Problem:
The lines you return should be those containing the string "aria", taken from the data below.

Stored items:
BEGIN

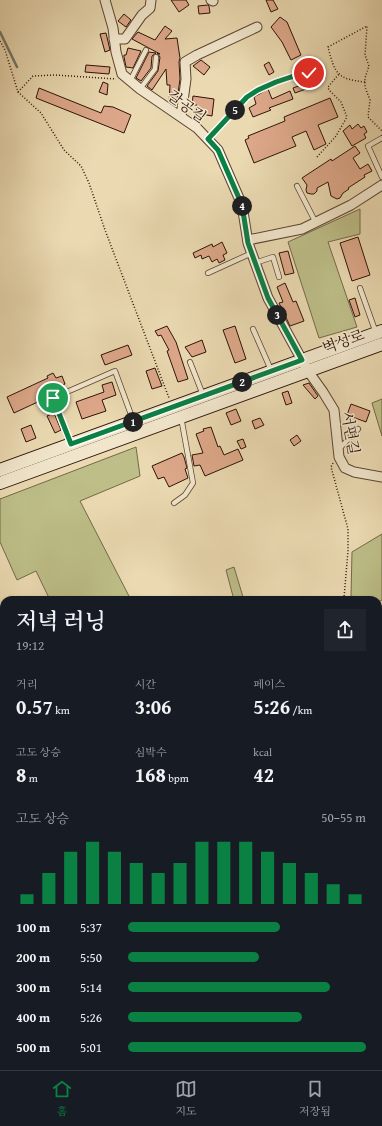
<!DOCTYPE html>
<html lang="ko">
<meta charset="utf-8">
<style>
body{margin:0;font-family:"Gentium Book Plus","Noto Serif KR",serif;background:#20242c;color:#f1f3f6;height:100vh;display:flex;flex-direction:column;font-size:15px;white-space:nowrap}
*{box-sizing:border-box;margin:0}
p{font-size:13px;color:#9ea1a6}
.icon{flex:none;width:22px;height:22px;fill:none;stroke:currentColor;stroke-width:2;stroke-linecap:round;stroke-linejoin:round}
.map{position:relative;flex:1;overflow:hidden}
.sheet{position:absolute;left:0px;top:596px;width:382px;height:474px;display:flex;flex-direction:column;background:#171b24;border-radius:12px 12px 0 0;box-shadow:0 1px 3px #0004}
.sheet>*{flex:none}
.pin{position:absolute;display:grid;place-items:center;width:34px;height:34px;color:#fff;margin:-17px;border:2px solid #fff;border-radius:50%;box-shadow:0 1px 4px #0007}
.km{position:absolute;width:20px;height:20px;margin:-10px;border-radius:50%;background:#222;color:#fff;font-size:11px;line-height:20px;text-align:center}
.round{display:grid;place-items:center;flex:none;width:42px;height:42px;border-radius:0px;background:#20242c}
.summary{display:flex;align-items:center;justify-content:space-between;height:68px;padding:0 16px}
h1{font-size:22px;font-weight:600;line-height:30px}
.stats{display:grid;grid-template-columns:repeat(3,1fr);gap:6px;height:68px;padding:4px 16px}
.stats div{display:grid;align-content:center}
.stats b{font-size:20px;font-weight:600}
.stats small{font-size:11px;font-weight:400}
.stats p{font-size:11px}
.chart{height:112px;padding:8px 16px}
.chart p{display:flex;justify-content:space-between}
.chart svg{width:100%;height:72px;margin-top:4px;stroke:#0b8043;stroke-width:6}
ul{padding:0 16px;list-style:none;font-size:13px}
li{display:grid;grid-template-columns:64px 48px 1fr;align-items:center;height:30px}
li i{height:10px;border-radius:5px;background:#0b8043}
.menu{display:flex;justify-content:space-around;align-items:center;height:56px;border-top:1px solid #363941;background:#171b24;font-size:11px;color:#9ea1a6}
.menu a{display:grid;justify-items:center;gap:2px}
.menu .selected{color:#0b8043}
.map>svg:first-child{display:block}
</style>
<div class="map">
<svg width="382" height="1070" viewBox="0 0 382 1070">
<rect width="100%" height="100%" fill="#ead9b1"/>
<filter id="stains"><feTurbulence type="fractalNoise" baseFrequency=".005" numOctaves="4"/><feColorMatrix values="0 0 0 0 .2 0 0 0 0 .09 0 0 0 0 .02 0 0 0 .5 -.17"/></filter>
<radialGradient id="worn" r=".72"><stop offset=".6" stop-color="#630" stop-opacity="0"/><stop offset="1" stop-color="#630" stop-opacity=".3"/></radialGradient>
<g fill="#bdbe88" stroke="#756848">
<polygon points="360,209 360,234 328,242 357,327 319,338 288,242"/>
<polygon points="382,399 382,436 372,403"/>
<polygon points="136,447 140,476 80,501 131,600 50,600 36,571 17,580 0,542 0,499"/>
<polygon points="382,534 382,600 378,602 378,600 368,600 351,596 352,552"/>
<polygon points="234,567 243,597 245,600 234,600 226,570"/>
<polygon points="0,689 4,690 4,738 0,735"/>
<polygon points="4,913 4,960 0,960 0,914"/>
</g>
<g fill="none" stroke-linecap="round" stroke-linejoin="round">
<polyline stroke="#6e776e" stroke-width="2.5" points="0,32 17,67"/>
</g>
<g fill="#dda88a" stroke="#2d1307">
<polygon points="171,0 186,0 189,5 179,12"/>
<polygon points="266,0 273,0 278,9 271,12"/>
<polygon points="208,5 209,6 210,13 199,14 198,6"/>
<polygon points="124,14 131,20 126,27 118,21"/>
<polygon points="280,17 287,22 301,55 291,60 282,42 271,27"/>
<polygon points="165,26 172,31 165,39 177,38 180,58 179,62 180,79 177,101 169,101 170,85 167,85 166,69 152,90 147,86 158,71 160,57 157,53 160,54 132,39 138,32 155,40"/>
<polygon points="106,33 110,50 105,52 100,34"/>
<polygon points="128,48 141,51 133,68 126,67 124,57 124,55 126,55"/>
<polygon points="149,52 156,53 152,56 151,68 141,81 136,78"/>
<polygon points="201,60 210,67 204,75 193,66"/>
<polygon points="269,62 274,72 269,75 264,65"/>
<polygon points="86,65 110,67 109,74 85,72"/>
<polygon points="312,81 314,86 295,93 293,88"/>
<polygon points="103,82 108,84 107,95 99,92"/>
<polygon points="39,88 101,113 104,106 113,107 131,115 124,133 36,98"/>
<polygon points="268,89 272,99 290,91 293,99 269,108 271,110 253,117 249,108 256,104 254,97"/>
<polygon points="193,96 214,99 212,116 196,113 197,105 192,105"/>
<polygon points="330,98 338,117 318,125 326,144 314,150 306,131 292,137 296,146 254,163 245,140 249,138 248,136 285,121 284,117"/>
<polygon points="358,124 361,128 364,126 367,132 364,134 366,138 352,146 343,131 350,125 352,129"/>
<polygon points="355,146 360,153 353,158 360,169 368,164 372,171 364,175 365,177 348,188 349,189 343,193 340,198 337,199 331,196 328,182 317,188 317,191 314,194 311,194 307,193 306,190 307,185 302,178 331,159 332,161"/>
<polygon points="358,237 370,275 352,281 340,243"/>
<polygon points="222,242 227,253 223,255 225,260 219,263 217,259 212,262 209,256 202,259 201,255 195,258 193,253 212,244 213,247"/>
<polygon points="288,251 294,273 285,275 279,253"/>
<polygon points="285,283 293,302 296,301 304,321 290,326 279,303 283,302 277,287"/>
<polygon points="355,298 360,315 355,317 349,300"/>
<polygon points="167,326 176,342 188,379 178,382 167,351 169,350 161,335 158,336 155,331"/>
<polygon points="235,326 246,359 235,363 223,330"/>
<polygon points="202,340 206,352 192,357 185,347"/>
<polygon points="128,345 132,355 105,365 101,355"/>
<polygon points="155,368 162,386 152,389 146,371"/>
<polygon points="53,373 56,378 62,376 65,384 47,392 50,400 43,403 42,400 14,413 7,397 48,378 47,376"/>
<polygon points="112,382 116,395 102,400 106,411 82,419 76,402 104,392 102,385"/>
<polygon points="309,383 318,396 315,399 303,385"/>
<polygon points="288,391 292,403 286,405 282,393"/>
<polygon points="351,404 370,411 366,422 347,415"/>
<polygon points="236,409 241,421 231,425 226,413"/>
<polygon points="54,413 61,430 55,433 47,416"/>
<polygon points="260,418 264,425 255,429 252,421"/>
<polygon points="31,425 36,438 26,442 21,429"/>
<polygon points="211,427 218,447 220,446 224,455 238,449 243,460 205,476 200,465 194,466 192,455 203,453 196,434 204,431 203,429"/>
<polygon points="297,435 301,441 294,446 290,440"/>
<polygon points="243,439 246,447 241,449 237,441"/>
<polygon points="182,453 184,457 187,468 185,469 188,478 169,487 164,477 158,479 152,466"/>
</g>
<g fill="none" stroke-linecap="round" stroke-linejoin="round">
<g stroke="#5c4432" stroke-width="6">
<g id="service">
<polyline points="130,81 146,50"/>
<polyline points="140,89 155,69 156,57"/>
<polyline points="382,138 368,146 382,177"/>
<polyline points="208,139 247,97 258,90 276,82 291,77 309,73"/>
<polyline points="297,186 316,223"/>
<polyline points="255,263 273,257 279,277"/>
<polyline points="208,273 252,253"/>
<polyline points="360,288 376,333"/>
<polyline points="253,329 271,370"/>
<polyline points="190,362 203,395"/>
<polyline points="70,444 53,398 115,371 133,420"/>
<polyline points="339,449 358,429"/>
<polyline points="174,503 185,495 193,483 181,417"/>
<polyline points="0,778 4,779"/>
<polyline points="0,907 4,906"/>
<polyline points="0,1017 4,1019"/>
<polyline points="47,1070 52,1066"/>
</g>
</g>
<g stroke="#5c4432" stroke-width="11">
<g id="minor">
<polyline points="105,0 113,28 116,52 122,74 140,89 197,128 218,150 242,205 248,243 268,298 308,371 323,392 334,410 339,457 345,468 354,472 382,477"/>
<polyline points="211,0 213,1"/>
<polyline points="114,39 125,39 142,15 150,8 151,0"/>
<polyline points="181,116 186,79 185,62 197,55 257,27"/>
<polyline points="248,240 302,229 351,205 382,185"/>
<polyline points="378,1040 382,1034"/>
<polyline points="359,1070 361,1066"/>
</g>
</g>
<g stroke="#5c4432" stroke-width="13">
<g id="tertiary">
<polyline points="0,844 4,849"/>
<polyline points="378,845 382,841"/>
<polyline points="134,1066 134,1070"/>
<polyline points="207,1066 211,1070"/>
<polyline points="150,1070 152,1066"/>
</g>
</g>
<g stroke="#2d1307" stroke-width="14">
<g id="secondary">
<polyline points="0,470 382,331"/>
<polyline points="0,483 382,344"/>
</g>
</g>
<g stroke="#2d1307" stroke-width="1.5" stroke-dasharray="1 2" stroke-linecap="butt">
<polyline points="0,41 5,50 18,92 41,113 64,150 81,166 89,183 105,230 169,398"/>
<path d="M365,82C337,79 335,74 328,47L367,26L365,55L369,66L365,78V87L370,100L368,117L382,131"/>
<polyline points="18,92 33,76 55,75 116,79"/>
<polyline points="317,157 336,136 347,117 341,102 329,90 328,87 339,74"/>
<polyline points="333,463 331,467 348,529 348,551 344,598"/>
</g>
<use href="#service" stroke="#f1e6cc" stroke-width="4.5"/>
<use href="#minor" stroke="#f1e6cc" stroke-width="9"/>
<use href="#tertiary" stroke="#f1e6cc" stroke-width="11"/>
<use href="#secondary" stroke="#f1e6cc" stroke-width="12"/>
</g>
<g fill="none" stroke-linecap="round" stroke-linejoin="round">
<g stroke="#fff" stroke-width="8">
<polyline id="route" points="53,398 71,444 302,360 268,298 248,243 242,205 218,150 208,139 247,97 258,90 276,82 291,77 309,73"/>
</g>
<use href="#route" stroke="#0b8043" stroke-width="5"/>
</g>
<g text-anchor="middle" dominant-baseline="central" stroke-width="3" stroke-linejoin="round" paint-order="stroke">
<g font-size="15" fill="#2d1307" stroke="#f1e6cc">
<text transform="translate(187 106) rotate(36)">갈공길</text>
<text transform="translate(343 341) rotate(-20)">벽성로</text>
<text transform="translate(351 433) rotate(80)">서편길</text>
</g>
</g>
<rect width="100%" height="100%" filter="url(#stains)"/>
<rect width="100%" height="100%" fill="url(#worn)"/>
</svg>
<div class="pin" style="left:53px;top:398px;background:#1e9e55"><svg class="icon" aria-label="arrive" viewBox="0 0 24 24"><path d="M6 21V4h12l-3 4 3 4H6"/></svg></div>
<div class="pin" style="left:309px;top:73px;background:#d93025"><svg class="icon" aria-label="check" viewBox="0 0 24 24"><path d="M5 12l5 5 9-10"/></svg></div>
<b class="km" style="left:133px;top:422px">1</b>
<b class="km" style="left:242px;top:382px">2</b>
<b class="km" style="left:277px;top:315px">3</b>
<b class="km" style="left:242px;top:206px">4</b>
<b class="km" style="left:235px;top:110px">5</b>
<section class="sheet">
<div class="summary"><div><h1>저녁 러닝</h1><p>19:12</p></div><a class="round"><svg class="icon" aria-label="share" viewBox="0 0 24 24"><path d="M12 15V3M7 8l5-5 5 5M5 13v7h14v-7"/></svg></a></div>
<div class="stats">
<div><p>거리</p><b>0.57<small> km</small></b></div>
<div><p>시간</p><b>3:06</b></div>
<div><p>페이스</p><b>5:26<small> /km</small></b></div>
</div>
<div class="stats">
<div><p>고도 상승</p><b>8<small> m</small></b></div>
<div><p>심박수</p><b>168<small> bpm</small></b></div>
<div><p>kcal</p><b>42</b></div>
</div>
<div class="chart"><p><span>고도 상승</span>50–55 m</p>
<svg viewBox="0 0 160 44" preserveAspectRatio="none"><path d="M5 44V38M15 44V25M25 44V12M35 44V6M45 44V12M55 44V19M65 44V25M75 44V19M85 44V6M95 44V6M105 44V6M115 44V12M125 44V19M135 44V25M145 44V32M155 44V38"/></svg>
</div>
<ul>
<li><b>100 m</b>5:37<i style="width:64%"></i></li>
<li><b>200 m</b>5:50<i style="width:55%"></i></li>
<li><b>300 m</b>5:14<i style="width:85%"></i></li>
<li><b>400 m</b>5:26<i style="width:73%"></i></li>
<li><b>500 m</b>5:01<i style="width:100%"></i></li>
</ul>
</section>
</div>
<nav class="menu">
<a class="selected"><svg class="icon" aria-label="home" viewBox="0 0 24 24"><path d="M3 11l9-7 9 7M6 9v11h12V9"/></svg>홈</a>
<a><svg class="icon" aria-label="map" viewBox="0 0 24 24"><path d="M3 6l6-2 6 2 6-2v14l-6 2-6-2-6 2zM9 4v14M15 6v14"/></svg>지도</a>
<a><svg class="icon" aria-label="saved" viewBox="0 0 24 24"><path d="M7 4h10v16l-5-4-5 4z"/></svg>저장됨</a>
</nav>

END

Expected answer:
<div class="pin" style="left:53px;top:398px;background:#1e9e55"><svg class="icon" aria-label="arrive" viewBox="0 0 24 24"><path d="M6 21V4h12l-3 4 3 4H6"/></svg></div>
<div class="pin" style="left:309px;top:73px;background:#d93025"><svg class="icon" aria-label="check" viewBox="0 0 24 24"><path d="M5 12l5 5 9-10"/></svg></div>
<div class="summary"><div><h1>저녁 러닝</h1><p>19:12</p></div><a class="round"><svg class="icon" aria-label="share" viewBox="0 0 24 24"><path d="M12 15V3M7 8l5-5 5 5M5 13v7h14v-7"/></svg></a></div>
<a class="selected"><svg class="icon" aria-label="home" viewBox="0 0 24 24"><path d="M3 11l9-7 9 7M6 9v11h12V9"/></svg>홈</a>
<a><svg class="icon" aria-label="map" viewBox="0 0 24 24"><path d="M3 6l6-2 6 2 6-2v14l-6 2-6-2-6 2zM9 4v14M15 6v14"/></svg>지도</a>
<a><svg class="icon" aria-label="saved" viewBox="0 0 24 24"><path d="M7 4h10v16l-5-4-5 4z"/></svg>저장됨</a>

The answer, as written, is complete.